(Stored data)

● ● ● ●

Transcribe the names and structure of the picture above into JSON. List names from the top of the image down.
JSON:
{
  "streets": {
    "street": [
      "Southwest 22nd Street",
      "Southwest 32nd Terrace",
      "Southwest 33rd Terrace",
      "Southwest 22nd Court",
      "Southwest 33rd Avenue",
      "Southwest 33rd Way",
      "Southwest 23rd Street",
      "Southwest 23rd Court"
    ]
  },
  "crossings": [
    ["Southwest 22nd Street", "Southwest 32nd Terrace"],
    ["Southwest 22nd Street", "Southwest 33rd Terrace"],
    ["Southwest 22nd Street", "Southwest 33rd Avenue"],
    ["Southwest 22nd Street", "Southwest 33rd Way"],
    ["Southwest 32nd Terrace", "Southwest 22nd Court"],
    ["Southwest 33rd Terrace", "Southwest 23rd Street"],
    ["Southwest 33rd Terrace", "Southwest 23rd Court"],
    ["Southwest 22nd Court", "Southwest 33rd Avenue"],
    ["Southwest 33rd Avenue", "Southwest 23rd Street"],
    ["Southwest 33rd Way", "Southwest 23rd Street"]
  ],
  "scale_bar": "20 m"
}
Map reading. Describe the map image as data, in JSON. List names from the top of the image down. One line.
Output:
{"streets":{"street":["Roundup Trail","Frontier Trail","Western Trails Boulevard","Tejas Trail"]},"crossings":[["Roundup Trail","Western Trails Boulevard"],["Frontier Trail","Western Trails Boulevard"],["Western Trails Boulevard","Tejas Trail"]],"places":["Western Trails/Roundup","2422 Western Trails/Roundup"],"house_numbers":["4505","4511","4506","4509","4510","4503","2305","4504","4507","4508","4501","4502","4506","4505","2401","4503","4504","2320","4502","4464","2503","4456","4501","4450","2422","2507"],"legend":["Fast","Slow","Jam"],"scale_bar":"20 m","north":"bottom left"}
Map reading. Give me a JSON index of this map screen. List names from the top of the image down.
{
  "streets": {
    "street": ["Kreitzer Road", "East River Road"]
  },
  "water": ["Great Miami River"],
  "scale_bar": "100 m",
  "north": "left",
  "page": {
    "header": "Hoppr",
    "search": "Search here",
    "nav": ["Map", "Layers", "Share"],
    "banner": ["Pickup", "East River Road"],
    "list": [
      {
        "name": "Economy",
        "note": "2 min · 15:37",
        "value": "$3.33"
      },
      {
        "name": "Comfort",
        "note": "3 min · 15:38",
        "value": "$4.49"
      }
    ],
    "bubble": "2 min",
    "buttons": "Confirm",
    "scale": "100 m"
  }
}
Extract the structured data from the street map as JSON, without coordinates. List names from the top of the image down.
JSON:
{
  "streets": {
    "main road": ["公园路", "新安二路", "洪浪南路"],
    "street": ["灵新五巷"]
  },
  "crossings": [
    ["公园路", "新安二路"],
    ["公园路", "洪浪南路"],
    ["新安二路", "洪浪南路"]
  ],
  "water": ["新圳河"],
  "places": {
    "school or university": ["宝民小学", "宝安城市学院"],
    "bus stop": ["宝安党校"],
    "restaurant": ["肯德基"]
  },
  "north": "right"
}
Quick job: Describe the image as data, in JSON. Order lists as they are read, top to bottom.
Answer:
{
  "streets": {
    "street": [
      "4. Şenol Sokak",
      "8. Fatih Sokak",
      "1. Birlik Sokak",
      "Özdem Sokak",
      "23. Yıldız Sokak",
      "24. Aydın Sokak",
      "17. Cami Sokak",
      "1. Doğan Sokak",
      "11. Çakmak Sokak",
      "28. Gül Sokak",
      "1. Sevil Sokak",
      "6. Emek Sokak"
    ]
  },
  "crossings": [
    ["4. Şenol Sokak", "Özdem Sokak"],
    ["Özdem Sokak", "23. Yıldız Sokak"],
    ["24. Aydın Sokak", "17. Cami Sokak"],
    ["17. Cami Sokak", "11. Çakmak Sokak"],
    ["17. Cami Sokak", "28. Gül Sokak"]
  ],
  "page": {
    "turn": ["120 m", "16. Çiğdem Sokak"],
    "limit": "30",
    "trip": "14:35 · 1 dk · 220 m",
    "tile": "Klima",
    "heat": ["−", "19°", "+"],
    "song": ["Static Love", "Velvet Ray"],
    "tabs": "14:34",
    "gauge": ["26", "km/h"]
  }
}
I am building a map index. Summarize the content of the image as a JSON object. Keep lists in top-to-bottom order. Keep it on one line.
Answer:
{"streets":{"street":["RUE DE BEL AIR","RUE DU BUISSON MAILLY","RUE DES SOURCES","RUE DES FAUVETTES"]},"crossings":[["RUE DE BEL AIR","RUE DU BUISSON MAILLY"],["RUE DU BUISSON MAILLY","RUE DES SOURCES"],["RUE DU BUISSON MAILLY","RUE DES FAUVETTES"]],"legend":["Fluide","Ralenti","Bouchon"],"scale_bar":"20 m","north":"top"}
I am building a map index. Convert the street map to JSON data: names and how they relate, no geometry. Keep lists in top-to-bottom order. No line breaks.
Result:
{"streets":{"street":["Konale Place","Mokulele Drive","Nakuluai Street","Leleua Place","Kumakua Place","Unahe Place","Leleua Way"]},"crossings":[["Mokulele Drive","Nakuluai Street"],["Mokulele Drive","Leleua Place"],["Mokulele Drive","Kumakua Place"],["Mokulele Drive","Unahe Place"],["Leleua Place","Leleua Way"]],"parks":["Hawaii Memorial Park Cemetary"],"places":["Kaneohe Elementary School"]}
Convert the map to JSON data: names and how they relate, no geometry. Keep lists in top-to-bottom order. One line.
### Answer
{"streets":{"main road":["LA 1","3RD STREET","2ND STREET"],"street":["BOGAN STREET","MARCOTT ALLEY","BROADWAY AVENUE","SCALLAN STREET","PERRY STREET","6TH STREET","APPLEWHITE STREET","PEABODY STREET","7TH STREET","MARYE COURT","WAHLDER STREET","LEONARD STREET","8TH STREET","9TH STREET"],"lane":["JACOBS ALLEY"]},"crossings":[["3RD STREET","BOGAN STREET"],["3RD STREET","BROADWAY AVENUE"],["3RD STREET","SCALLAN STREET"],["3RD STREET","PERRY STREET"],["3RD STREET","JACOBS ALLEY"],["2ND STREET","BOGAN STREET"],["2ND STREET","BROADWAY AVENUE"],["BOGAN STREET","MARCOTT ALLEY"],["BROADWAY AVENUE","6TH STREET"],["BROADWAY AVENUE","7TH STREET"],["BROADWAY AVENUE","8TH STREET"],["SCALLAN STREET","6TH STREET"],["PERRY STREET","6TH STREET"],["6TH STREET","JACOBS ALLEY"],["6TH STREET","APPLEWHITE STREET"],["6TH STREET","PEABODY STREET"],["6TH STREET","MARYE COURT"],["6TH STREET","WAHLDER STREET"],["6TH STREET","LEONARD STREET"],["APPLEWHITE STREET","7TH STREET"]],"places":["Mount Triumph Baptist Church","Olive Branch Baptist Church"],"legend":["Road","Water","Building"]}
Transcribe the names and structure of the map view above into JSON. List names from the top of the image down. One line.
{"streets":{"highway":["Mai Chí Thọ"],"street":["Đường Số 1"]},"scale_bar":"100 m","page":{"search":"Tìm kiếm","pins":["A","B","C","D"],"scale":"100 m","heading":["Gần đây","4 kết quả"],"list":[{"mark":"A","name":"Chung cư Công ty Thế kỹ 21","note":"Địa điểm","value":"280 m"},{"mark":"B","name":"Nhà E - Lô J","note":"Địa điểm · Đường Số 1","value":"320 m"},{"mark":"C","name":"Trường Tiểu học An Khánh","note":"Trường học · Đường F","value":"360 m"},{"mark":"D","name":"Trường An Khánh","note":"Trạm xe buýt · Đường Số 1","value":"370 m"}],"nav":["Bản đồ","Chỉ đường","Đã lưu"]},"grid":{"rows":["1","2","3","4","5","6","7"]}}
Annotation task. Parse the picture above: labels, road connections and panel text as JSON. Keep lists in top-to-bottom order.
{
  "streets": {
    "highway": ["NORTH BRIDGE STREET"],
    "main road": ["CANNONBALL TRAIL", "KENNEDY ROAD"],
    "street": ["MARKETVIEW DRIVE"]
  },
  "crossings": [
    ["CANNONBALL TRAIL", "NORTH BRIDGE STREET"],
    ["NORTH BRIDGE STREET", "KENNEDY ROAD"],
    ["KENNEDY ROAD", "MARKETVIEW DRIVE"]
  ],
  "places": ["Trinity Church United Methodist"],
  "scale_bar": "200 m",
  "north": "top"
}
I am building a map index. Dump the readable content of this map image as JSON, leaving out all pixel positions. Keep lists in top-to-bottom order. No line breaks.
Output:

● ● ● ●

• **TASK ITEM**
Pull out all lines of the data with the string "Convert".

• **WRITTEN RESPONSE**
I am building a map index. Convert the street map to JSON data: names and how they relate, no geometry. Keep lists in top-to-bottom order. No line breaks.
Convert the map to JSON data: names and how they relate, no geometry. Keep lists in top-to-bottom order. One line.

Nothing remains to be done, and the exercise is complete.